---------- Task material

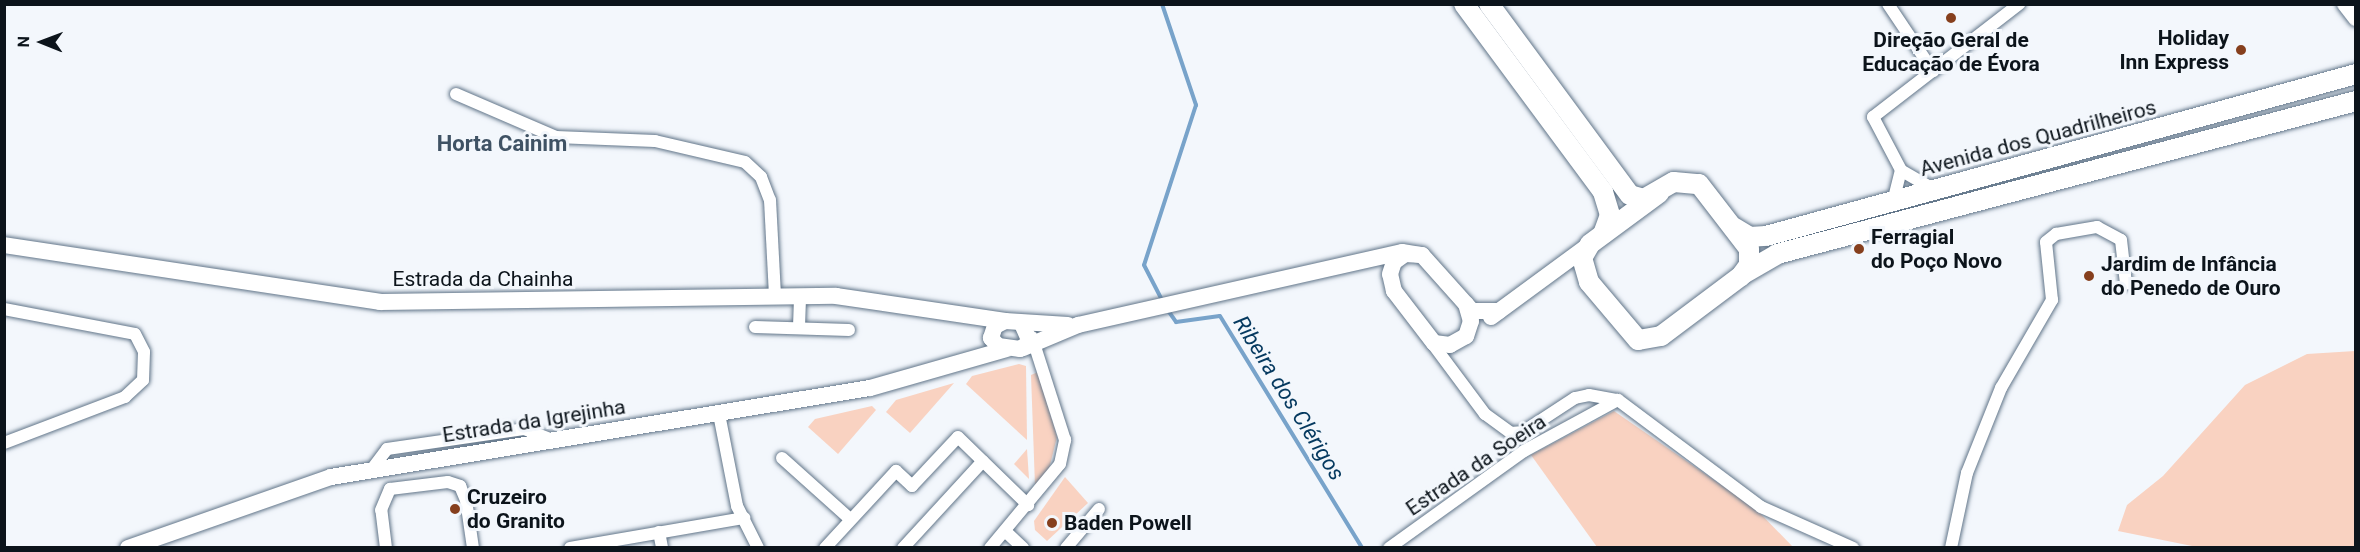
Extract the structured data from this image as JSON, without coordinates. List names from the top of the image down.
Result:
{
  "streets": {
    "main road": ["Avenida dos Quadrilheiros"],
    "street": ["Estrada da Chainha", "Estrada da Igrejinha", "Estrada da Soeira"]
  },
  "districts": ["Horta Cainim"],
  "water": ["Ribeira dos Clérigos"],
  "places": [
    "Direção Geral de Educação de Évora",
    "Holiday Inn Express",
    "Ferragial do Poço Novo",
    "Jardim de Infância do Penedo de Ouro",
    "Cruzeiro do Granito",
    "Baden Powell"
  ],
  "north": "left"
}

--------------------

• _About this task_
Write the entries out again exactly as they appear, with the pictures omitted.

• _Result of this exercise_
Extract the structured data from this image as JSON, without coordinates. List names from the top of the image down.
Result:
{
  "streets": {
    "main road": ["Avenida dos Quadrilheiros"],
    "street": ["Estrada da Chainha", "Estrada da Igrejinha", "Estrada da Soeira"]
  },
  "districts": ["Horta Cainim"],
  "water": ["Ribeira dos Clérigos"],
  "places": [
    "Direção Geral de Educação de Évora",
    "Holiday Inn Express",
    "Ferragial do Poço Novo",
    "Jardim de Infância do Penedo de Ouro",
    "Cruzeiro do Granito",
    "Baden Powell"
  ],
  "north": "left"
}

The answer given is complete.